Getting Down With NT’s Upside -- Enterprise Systems

Getting Down With NT’s Upside

12/17/1999

All Good IT Managers know one thing: possessing the greatest technology in the world doesn't mean a thing if the systems aren't running. All great IT do something about it. That brings us to using Windows NT for mission-critical applications. While Microsoft has made some solid progress in this area with Cluster Services for NT (see "Putting Some Luster on NT Clusters" in the July 1999 of HP Professional) it still has a way to go before reaching the elusive "five nines".

Failure Is Not An Option

5nines:5minutes (HP's term for it) or 99.999% uptime (which translates to 5.256 minutes of unscheduled downtime) is a very demanding standard. A system must not have any single point of failure. If a failure does occur, the system must be able to continue processing without data loss. The system must be repaired while it operates. Once repaired, the system must transparently return to its original state.

While these four concepts are easy to repeat, they're not so easy to implement. According to a report released by the Harvard Research Group (hrgresearch.com), only one system meets these criteria while running Windows NT: the Endurance 4000 from Marathon Technologies.

The Marathon Endurance product is designed primarily with off-the-shelf components: standard Windows NT software and industry standard Intel-based hardware. Endurance is an array of systems that appear as a single system to end-users. There are actually four separate systems in the array. Two are designated as Compute Elements. These systems are bare bones machines with only a CPU and memory. The other two systems are I/O Processors, which contain network interface cards and storage devices. The four systems are connected with a proprietary high-speed interconnect designed by Marathon.

The Compute Elements run all the software. Both operating system and applications are run by both compute elements simultaneously. Both Compute Elements run all the instructions. They are designed to run in "lockstep:" that is, each instruction is run on each element simultaneously. This assures that if one Compute Element fails, the other continues at the next instruction and users do not know anything has gone wrong. This ÒlockstepÓ requirement means that the Compute Elements hardware must be identical.

If One Should Happen To Fall

The I/O Processors handle all I/O operations including disk access and network communication. They carry out any I/O instructions, which the Compute Elements generate. Each I/O Processor contains a storage system and all data is mirrored between the I/O Processors. If a system fails, the other takes over. A RAID array on each I/O Processor can be used to provide hot-swap capability and even more redundancy.

The disk systems do not need to be identical. The I/O Processors also handle network traffic. Each one has a network interface and the registry of each uses the same MAC address for both cards. If one of the interfaces fails, the other systems on the network see the same Ethernet address and can continue without interruption.

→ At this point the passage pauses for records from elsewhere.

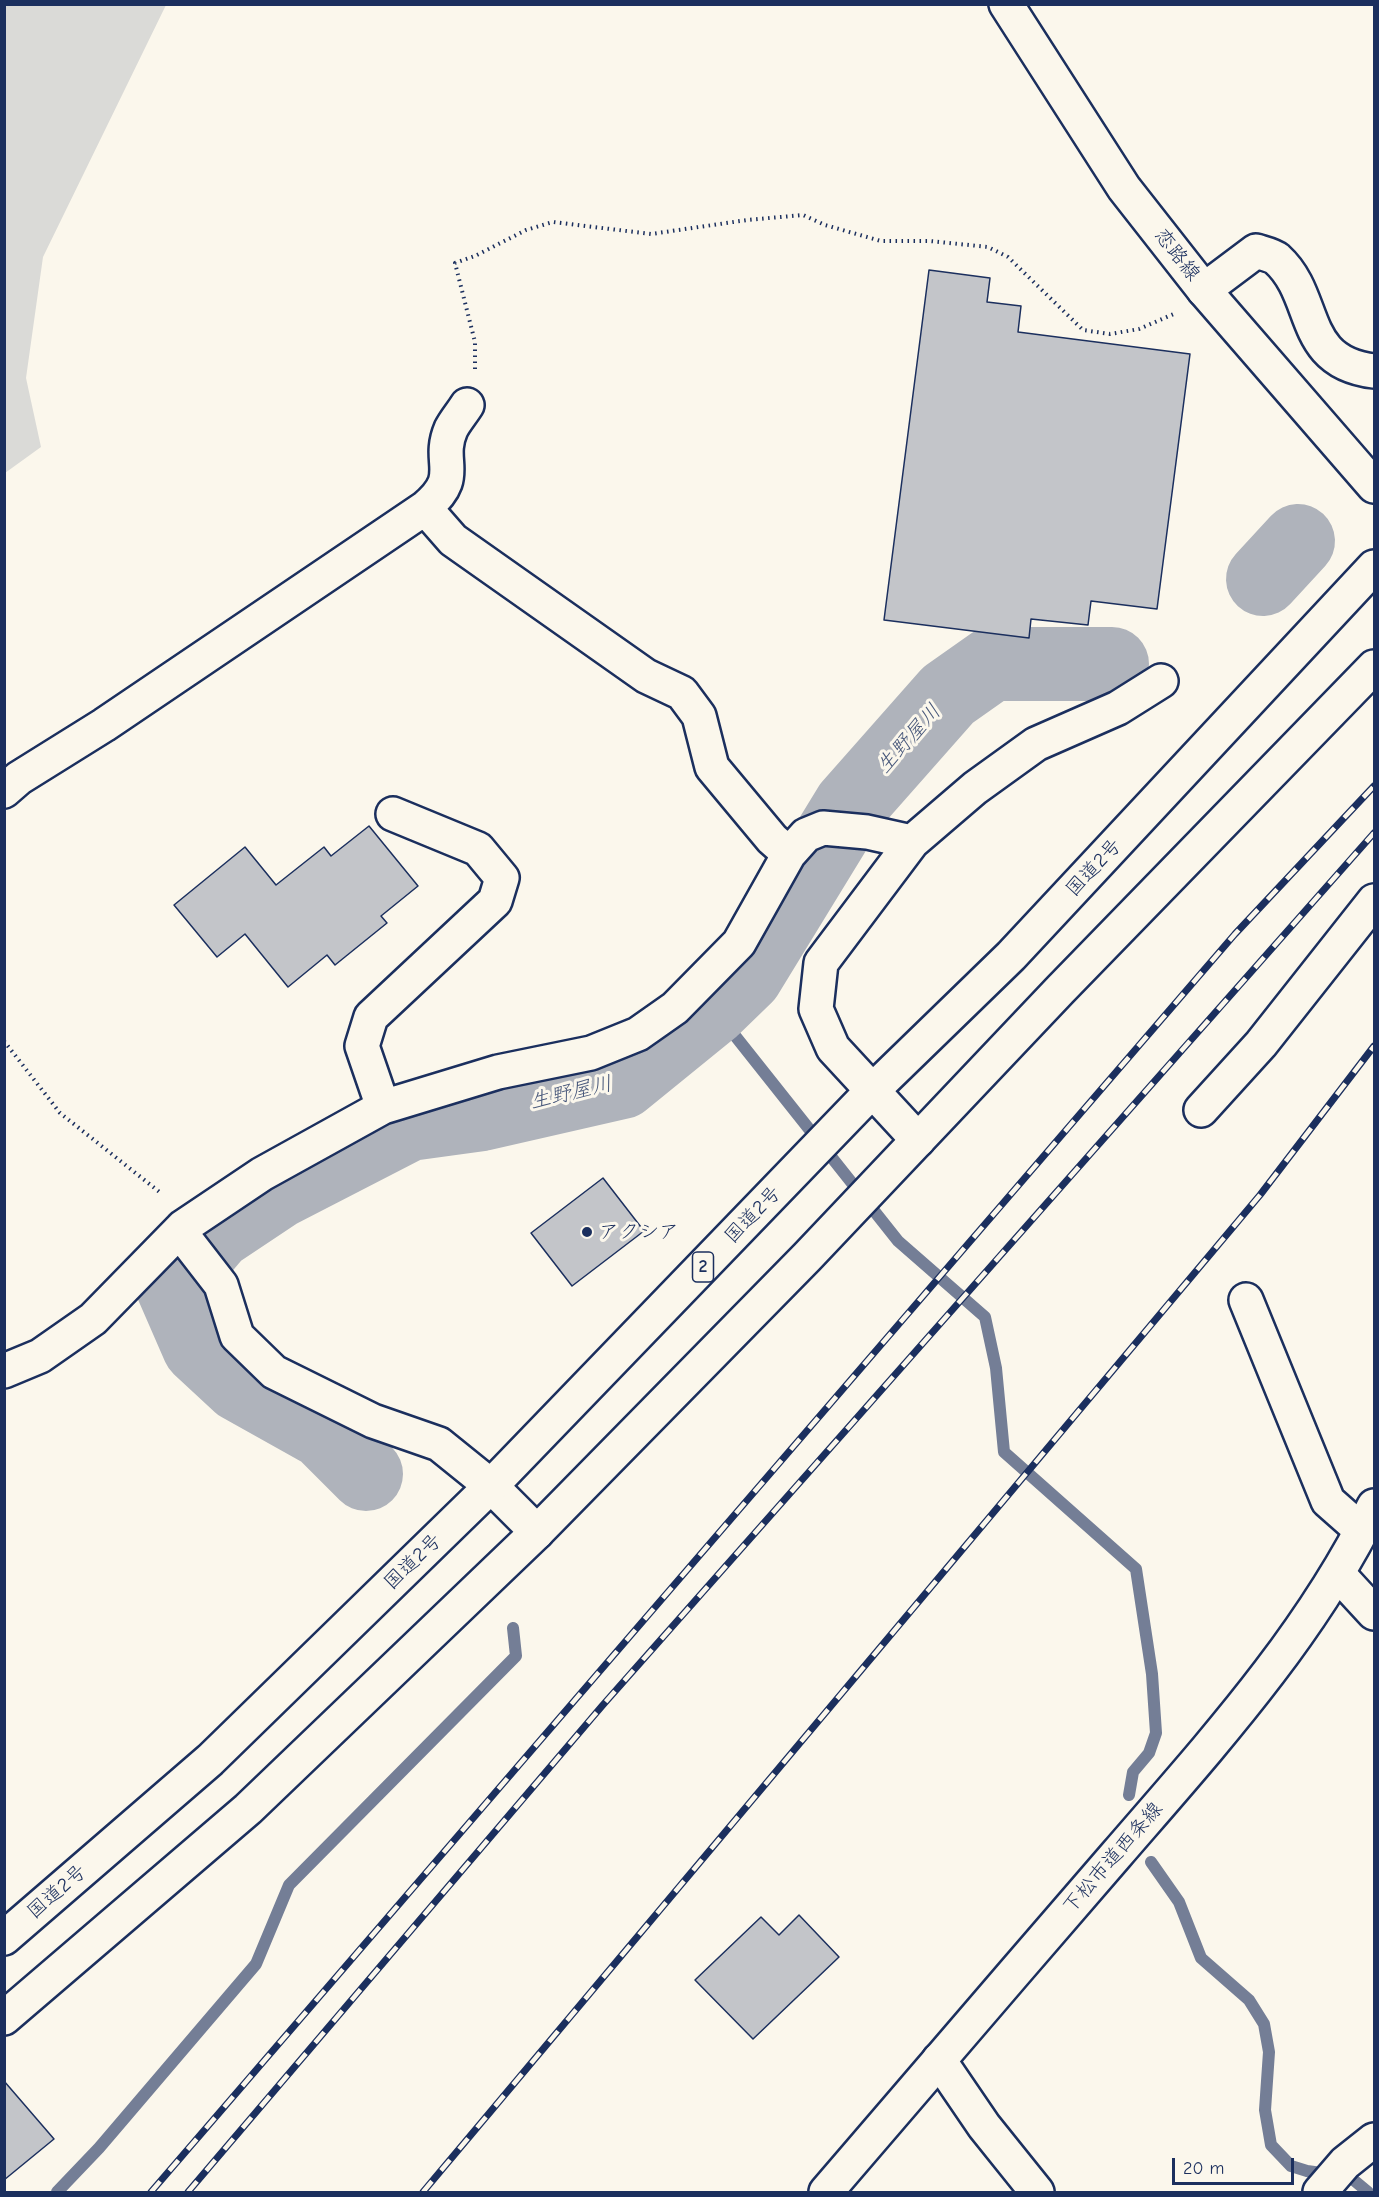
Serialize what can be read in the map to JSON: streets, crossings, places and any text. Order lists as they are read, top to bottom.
{
  "streets": {
    "main road": [
      "恋路線",
      "国道2号",
      "2",
      "下松市道西条線"
    ]
  },
  "water": ["生野屋川"],
  "places": ["アクシア"],
  "scale_bar": "20 m"
}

One other important feature of an Endurance array is tolerance of site failure. In Marathon jargon, a Compute Element-I/O Processor pair are referred to as a "tuple." In other words, an Endurance array consists of two tuples. The tuple can be physically separated by up to 1.5 kilometers and connected via fiber optic cable. This allows them to be put in separate buildings on separate power grids, providing not only component failure tolerance, but site failure (power, air conditioning, etc.) tolerance as well.

The Net Effect

In a demonstration at HP World, this highly redundant system seemed to work very well. Simply turning off various parts of the array simulated failures. For instance, turning off an I/O Processor yielded no net effect that I could determine with a streaming video playing on the system. Similarly, turning off a Compute Element caused no effect.

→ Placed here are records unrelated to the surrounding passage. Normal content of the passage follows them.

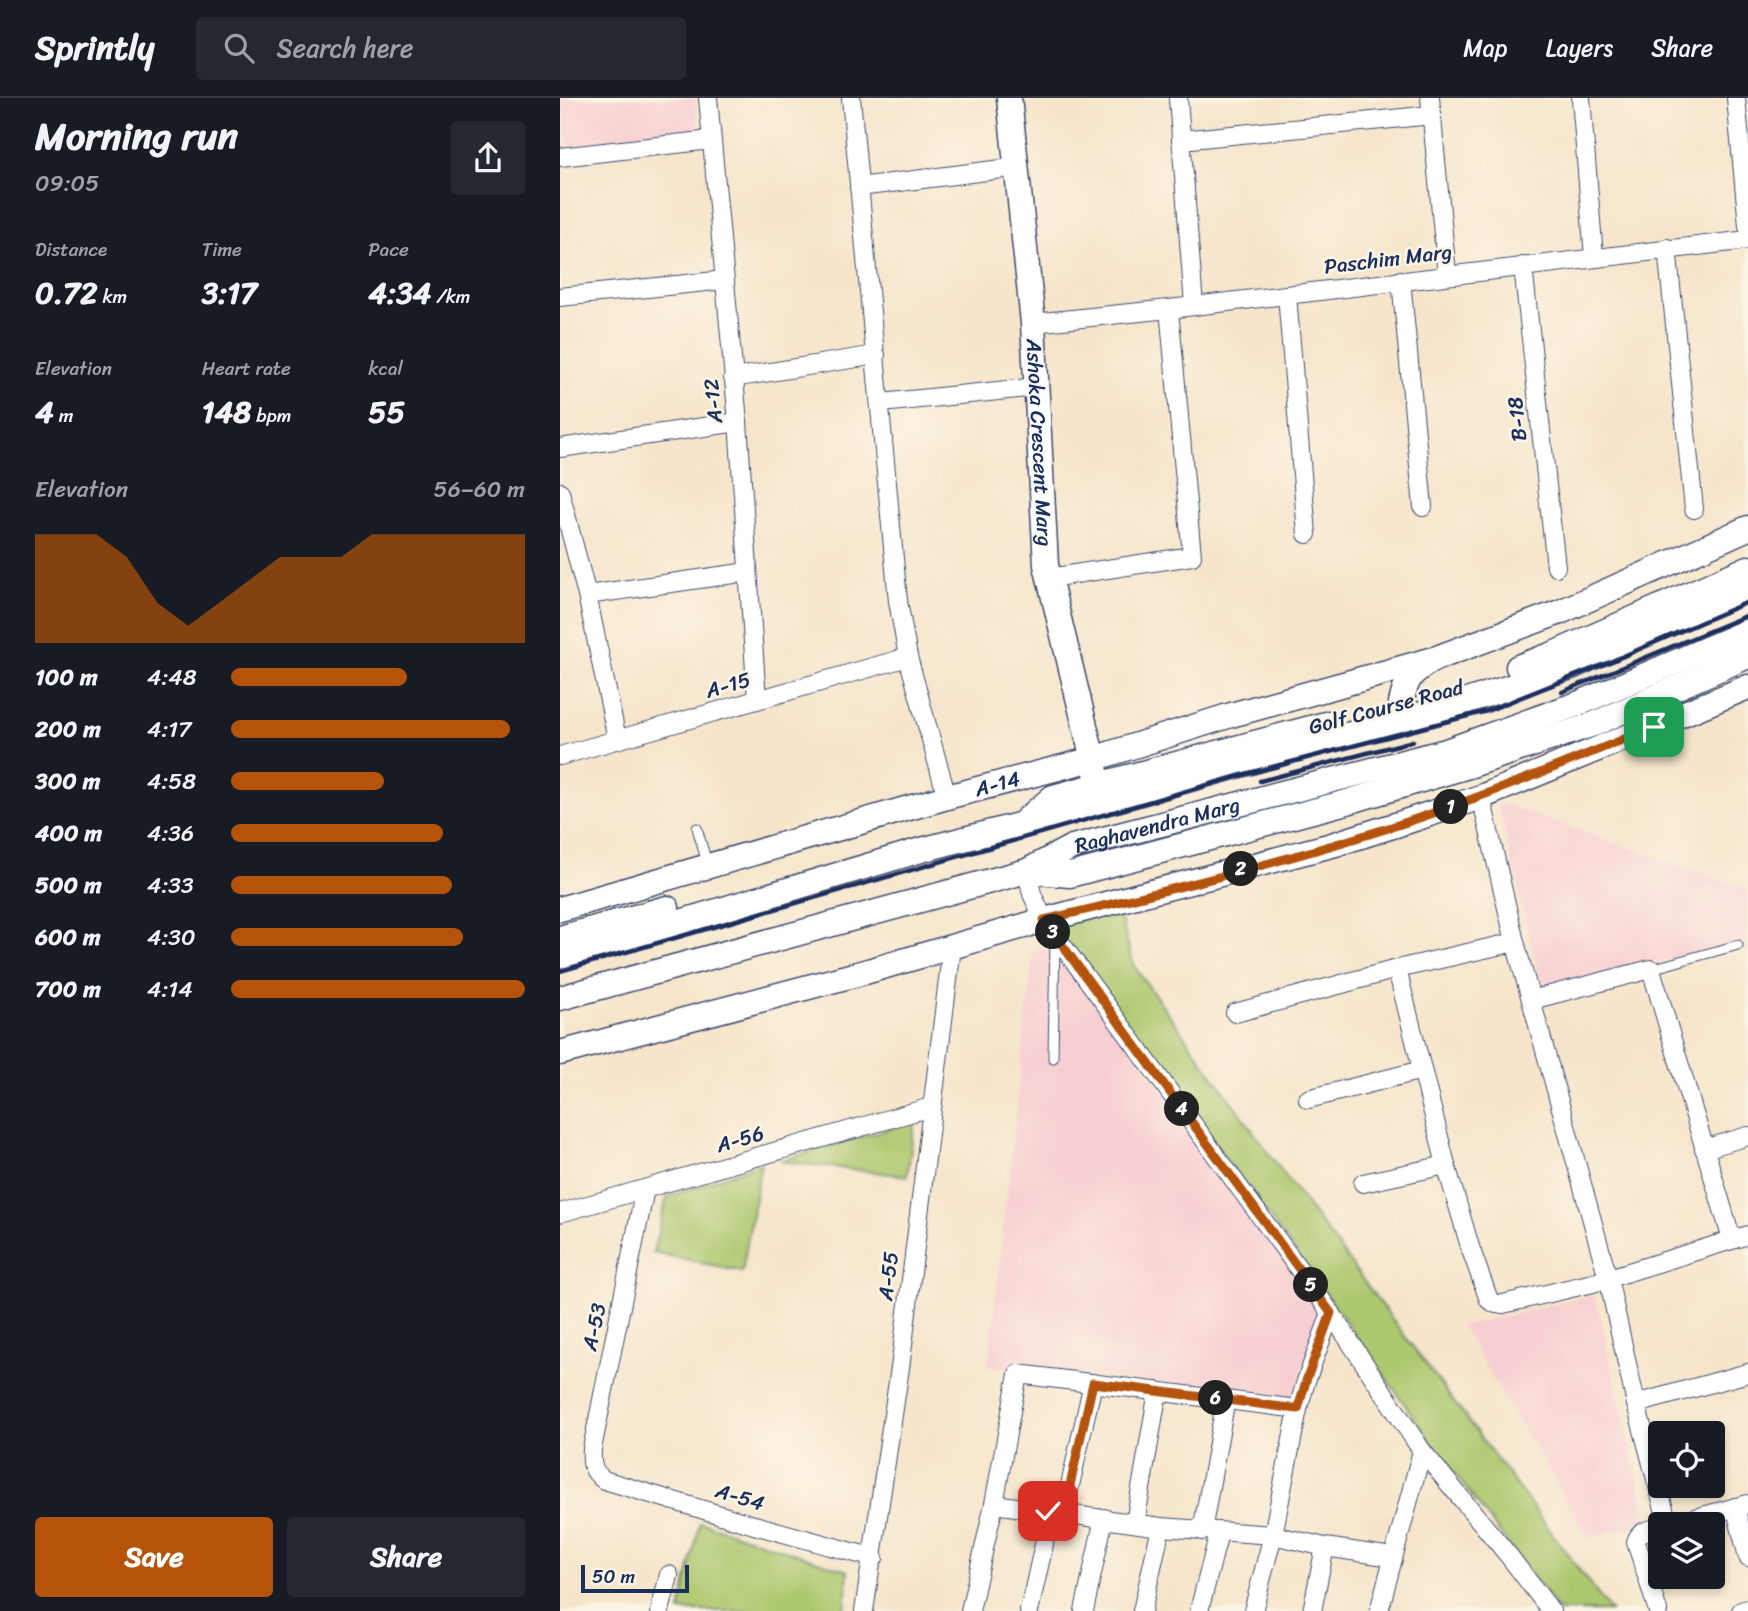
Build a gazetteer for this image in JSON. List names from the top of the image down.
{
  "streets": {
    "street": [
      "Paschim Marg",
      "A-12",
      "B-18",
      "Ashoka Crescent Marg",
      "A-15",
      "Golf Course Road",
      "A-14",
      "Raghavendra Marg",
      "A-56",
      "A-55",
      "A-53",
      "A-54"
    ]
  },
  "crossings": [
    ["Paschim Marg", "B-18"],
    ["Paschim Marg", "Ashoka Crescent Marg"],
    ["A-12", "A-15"],
    ["Ashoka Crescent Marg", "Golf Course Road"],
    ["Ashoka Crescent Marg", "A-14"],
    ["Golf Course Road", "Raghavendra Marg"],
    ["A-56", "A-55"],
    ["A-56", "A-53"],
    ["A-55", "A-54"],
    ["A-53", "A-54"]
  ],
  "scale_bar": "50 m",
  "page": {
    "header": "Sprintly",
    "search": "Search here",
    "nav": ["Map", "Layers", "Share"],
    "heading": ["Morning run", "09:05"],
    "stats": [
      ["Distance", "0.72 km"],
      ["Time", "3:17"],
      ["Pace", "4:34 /km"],
      ["Elevation", "4 m"],
      ["Heart rate", "148 bpm"],
      ["kcal", "55"]
    ],
    "chart": ["Elevation", "56–60 m"],
    "list": [
      {
        "name": "100 m",
        "note": "4:48"
      },
      {
        "name": "200 m",
        "note": "4:17"
      },
      {
        "name": "300 m",
        "note": "4:58"
      },
      {
        "name": "400 m",
        "note": "4:36"
      },
      {
        "name": "500 m",
        "note": "4:33"
      },
      {
        "name": "600 m",
        "note": "4:30"
      },
      {
        "name": "700 m",
        "note": "4:14"
      }
    ],
    "pins": [
      "1",
      "2",
      "3",
      "4",
      "5",
      "6"
    ],
    "buttons": ["Save", "Share"],
    "scale": "50 m"
  }
}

Just as importantly, turning the system back on caused no interruption and they rejoined the array with no intervention. It's very easy to see how any component could be repaired and returned to service quickly and easily.

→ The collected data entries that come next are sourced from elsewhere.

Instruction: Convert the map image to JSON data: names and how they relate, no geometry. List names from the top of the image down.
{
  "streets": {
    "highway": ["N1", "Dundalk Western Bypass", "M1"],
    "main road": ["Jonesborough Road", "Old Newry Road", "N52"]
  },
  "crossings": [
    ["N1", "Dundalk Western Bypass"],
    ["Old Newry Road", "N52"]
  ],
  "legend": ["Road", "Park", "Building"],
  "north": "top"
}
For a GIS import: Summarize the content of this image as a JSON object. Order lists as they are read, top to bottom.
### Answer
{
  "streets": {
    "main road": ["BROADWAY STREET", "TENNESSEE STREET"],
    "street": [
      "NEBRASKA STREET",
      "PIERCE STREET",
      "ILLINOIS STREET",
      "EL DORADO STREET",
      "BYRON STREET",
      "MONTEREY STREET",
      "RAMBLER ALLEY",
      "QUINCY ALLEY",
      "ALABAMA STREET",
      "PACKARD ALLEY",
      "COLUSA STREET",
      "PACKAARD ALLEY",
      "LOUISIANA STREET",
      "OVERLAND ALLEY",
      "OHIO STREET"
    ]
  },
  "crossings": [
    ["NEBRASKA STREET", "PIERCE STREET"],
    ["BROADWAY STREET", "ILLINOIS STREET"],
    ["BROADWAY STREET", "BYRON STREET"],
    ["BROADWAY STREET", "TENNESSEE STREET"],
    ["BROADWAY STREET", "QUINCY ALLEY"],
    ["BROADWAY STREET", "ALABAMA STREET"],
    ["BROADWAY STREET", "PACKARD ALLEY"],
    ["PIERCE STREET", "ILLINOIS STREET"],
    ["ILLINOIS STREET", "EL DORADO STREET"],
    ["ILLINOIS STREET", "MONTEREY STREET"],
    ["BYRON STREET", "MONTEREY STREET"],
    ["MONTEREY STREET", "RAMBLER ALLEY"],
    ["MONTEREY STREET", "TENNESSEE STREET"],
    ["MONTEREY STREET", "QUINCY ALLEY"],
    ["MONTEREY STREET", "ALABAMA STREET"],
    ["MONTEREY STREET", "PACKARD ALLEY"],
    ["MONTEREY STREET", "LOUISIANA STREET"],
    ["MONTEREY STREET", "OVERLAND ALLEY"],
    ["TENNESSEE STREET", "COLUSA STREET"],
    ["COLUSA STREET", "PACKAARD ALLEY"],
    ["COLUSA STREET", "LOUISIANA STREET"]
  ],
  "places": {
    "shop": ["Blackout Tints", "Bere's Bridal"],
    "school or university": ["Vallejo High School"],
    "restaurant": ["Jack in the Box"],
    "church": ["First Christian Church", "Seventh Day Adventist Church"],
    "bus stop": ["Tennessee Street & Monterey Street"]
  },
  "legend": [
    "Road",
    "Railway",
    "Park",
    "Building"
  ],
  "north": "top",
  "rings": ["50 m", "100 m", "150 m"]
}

HP has bundled the Marathon Endurance with its NetServer systems and offers it as the HP NetServer Assured Availability System. The system uses rack mounted NetServer LPr and LH systems in a variety of prepackaged configurations. The systems can be ordered in a single rack for a single site or in two racks to provide split-site redundancy. The prepackaged solutions feature all the necessary hardware and software components to run your own high availability NT system.Unfortunately high-availability is not cheap. Four systems are required. Because two of the systems can be stripped down (the Compute Elements), the cost is approximately equivalent to three systems. Additionally, four Windows NT licenses are required - one for each system. And donÕt forget your applications: Two licenses are required, one for each Compute Element. On top of these expenses, there is also a 10% performance penalty (according to Marathon calculations) for the various error checking and verification functions.

Making It All Up

While all this may lead to a severe case of sticker shock, the important measure is uptime. How much does not being able to process airline tickets, run manufacturing equipment or fulfill stock trades cost a company?

In the case of E-Bay, a 22-hour downtime incident cost $5 million in lost revenue and a 20% drop in stock price. Will your losses be as dramatic? That's up to you.